The study results were presented by the research team to the Myrtle Beach Area Golf Course Owners Association at a golf owners’ conference. The following recommendations were made.

  • The opportunities for offering discounts in the PassPort program are, in descending order of potential value: shopping, restaurants and attractions.
  • Since a majority of PassPort owners who were either residents or visitors did not indicate they either sometimes or always go to any of the attractions, this category was not recommended by the research team for discount offers. The lack of a broad appeal indicates no interest.
  • Discounts for steakhouses and seafood restaurants were highly recommended by the research team for both visitor and resident PassPort members. This recommendation was based on high percentages of both segments saying they would either sometimes or always visit a steakhouse or seafood restaurant. These discounts were offered through PassPort at the following restaurants: Aspen Grille (25 percent), Blue Crab (25 percent), Bovine’s Steak House (25 percent), Collectors Cafe (25 percent), Divine Fish House (25 percent), Divine Prime (25 percent), Ruth’s Chris (25 percent), T-Bones Steak House (25 percent), Parson’s Table (25 percent) and Thoroughbreds Restaurant (25 percent).
  • Discounts at retail shopping outlets were also recommended by the research team, but were confined to golf shops. Merchandise discounts were made available through PassPort for members and guests at most pro shops (10 percent), Golf Dimensions (10 percent) and Callaway Performance Center (10 percent). The size of the discounts and the specific offers for restaurants and retail golf shops were a function of the other discounts available through Web offers like CouponCrab.com and GolfHoliday.com as well as the willingness of the restaurants and retail outlets to add PassPort to their accepted discounts. The recommended goal was to have discounts as unique to PassPort as possible and to have them as large as possible. Since Pro Shops, Golf Dimensions and the Callaway Performance Center operate on a small margin, their discounts were less than restaurants.

Utilization has been high

All of these special discounts have been made available and marketed on the enhanced owners’ Web site, myrtlebeachgolfpassport.com. Utilization has been high on the 81 courses represented on the Web site and the program may be expanded to include more restaurants and golf retail outlets if partners can be found.
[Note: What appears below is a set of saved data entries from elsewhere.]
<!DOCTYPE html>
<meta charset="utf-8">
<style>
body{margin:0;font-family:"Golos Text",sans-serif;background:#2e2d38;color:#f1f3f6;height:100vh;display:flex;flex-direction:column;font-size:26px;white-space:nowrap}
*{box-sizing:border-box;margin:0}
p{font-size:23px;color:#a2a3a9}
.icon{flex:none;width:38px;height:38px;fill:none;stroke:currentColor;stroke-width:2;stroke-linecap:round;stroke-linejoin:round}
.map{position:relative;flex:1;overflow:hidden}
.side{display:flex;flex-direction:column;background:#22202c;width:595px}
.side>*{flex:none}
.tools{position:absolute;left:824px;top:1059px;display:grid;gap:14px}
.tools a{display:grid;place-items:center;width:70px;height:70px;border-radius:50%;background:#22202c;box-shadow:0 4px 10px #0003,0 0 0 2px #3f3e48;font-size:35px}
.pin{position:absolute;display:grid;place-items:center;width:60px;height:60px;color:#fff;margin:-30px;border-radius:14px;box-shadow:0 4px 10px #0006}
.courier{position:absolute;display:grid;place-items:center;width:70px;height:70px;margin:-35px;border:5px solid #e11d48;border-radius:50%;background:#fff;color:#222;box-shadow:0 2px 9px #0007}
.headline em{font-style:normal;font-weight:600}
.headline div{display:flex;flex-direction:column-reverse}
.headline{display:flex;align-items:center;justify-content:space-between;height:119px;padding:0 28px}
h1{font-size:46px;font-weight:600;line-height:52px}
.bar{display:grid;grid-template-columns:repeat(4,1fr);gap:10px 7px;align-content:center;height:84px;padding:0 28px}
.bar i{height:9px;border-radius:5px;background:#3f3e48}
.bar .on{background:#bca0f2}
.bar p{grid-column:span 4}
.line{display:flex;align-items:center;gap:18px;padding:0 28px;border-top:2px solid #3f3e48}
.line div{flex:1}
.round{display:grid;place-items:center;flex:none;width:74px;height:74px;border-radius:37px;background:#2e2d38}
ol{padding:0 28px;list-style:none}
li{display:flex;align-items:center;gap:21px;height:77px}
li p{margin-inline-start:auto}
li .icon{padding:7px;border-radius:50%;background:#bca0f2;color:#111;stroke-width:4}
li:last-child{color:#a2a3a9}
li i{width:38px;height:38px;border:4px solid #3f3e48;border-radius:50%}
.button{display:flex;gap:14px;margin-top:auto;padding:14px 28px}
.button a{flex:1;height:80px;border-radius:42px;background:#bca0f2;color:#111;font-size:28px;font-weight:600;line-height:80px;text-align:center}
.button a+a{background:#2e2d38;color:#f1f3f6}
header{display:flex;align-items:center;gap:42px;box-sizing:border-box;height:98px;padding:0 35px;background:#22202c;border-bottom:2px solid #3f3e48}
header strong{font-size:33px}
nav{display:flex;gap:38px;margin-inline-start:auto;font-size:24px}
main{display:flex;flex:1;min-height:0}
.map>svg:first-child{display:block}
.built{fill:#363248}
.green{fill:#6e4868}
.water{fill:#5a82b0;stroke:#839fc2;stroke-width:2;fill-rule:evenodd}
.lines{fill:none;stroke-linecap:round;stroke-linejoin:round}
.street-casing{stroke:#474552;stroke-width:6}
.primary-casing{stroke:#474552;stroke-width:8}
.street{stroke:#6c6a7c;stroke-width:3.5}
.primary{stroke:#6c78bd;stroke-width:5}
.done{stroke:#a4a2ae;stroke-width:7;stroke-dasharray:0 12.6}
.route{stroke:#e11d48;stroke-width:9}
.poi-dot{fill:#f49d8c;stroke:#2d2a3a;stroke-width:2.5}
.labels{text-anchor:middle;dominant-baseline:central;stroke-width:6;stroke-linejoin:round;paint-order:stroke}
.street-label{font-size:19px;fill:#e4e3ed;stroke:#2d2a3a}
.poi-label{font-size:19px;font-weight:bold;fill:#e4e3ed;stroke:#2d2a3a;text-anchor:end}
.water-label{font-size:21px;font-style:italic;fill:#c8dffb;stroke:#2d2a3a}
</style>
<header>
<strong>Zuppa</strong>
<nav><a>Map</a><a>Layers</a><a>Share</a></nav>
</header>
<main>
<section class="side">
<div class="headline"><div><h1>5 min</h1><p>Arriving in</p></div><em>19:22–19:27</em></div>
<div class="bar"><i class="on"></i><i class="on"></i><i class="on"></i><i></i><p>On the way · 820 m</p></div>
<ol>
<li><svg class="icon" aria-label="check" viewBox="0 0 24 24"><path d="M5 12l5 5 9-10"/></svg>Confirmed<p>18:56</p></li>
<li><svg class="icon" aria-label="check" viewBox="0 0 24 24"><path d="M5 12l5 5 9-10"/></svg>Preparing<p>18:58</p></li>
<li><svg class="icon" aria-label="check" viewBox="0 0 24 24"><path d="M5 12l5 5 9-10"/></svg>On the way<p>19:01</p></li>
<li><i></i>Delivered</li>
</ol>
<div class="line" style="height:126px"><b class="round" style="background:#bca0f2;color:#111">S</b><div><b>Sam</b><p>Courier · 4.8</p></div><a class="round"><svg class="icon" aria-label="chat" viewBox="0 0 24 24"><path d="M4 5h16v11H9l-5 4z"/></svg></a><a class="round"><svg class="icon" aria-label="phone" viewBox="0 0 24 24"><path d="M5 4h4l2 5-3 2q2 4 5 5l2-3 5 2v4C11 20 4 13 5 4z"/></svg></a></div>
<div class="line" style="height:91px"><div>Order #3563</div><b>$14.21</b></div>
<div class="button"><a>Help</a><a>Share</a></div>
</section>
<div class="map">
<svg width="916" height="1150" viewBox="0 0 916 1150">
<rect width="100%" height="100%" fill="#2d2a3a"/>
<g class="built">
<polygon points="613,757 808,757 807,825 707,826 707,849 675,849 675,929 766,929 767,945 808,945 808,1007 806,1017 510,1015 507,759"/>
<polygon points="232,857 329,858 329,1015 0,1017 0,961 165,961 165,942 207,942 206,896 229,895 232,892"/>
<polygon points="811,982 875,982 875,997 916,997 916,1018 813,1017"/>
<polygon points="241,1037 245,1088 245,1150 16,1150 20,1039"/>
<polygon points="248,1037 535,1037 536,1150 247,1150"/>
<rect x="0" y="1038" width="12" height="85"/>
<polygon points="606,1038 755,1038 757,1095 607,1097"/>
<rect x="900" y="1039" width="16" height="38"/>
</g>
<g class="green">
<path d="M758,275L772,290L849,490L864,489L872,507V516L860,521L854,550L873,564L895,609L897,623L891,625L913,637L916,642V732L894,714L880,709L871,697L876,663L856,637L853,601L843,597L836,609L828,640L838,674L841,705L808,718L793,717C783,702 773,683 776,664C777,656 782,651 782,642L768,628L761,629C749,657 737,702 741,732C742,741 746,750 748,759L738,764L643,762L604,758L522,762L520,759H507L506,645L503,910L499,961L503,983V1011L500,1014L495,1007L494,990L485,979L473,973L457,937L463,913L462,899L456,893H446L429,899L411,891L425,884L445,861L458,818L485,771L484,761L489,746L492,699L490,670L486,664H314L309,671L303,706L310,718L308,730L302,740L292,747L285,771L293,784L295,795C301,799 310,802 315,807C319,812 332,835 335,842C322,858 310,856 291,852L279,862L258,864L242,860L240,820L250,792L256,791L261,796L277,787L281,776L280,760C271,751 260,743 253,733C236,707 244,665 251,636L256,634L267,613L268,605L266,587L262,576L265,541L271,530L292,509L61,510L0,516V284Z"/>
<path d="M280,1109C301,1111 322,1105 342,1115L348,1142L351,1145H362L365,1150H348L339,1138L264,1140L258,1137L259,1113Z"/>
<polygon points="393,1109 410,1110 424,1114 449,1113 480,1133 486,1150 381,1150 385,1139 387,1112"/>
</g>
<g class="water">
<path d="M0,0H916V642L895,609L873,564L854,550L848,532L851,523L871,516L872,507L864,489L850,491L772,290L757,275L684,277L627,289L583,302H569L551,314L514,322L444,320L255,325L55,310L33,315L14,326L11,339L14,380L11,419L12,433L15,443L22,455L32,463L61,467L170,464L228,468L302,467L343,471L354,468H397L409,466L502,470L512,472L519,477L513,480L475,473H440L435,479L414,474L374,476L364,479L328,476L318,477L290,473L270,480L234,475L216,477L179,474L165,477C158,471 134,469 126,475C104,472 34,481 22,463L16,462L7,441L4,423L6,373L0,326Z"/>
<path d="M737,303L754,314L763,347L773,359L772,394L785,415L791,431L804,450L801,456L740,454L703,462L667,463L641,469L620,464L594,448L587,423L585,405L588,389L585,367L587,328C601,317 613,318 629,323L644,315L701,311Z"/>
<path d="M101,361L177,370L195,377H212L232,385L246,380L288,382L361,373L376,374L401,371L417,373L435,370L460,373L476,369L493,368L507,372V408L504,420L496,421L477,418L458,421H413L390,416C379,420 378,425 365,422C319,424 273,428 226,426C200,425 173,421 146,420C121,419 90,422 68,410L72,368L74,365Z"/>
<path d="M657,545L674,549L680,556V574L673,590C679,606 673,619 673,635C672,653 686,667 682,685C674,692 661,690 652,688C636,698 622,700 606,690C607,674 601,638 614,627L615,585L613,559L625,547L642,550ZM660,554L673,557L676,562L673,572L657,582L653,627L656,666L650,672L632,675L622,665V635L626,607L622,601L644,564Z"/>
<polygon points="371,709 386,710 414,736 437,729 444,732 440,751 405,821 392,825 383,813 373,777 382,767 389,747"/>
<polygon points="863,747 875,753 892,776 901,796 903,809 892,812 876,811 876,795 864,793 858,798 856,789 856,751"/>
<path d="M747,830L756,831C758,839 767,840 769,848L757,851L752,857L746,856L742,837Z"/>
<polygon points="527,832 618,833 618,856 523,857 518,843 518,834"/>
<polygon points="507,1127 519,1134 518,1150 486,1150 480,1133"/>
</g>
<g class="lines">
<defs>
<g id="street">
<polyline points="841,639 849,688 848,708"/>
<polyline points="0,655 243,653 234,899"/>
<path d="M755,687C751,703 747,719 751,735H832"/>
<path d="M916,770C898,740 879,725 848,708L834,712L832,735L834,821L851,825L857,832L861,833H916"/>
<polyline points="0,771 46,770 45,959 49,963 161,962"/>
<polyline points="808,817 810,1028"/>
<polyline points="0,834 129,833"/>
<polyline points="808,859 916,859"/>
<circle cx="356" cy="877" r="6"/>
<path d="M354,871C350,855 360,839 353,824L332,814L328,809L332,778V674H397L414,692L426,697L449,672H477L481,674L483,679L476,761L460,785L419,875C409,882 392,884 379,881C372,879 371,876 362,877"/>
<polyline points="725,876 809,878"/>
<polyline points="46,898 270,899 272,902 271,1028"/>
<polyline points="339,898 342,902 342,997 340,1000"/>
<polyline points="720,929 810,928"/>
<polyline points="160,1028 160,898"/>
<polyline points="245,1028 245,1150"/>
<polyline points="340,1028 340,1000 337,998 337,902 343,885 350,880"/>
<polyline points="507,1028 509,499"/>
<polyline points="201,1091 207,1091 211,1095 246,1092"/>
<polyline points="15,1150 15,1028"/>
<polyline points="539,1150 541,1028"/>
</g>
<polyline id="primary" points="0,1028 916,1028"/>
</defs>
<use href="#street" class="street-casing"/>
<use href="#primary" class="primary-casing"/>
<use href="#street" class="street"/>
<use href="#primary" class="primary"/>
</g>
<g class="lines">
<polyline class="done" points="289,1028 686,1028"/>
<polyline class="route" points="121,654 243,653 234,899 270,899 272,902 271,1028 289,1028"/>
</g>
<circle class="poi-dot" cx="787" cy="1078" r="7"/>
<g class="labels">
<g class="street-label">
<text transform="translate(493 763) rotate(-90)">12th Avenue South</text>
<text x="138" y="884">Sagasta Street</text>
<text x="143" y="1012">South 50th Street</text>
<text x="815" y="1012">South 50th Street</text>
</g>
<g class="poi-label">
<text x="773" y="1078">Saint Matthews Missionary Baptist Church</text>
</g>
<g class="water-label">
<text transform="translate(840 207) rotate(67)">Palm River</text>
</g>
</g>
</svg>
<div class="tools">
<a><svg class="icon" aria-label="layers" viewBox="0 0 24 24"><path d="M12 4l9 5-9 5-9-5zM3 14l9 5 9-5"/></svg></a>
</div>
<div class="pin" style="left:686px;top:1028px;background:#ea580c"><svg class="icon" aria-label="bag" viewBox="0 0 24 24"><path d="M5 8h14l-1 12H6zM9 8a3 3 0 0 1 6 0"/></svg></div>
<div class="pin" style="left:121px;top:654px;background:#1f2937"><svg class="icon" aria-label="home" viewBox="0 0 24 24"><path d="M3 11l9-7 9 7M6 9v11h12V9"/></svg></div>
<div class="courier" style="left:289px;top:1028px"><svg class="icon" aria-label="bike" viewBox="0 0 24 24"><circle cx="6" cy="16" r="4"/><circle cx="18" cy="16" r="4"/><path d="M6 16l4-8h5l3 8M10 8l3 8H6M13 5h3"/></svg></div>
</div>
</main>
Any affinity marketing program that increases the likelihood of golf vacations in Myrtle Beach and matches the desires of golfers to eat at restaurants and shop in golf shops is a benefit to everyone. The economic benefit to the state and local community by visitors holding PassPort cards exceeds the cost of the affinity marketing program. The South Carolina Golf Course Owners Association estimates $1 billion was spent off-course by visitors who played golf on one or more of the 79 golf courses in Myrtle Beach. That off-course spending is evidence of the significant impact of improvements in the PassPort affinity marketing program and the marketing research that supports development of new discounts benefiting both visiting and resident golfers.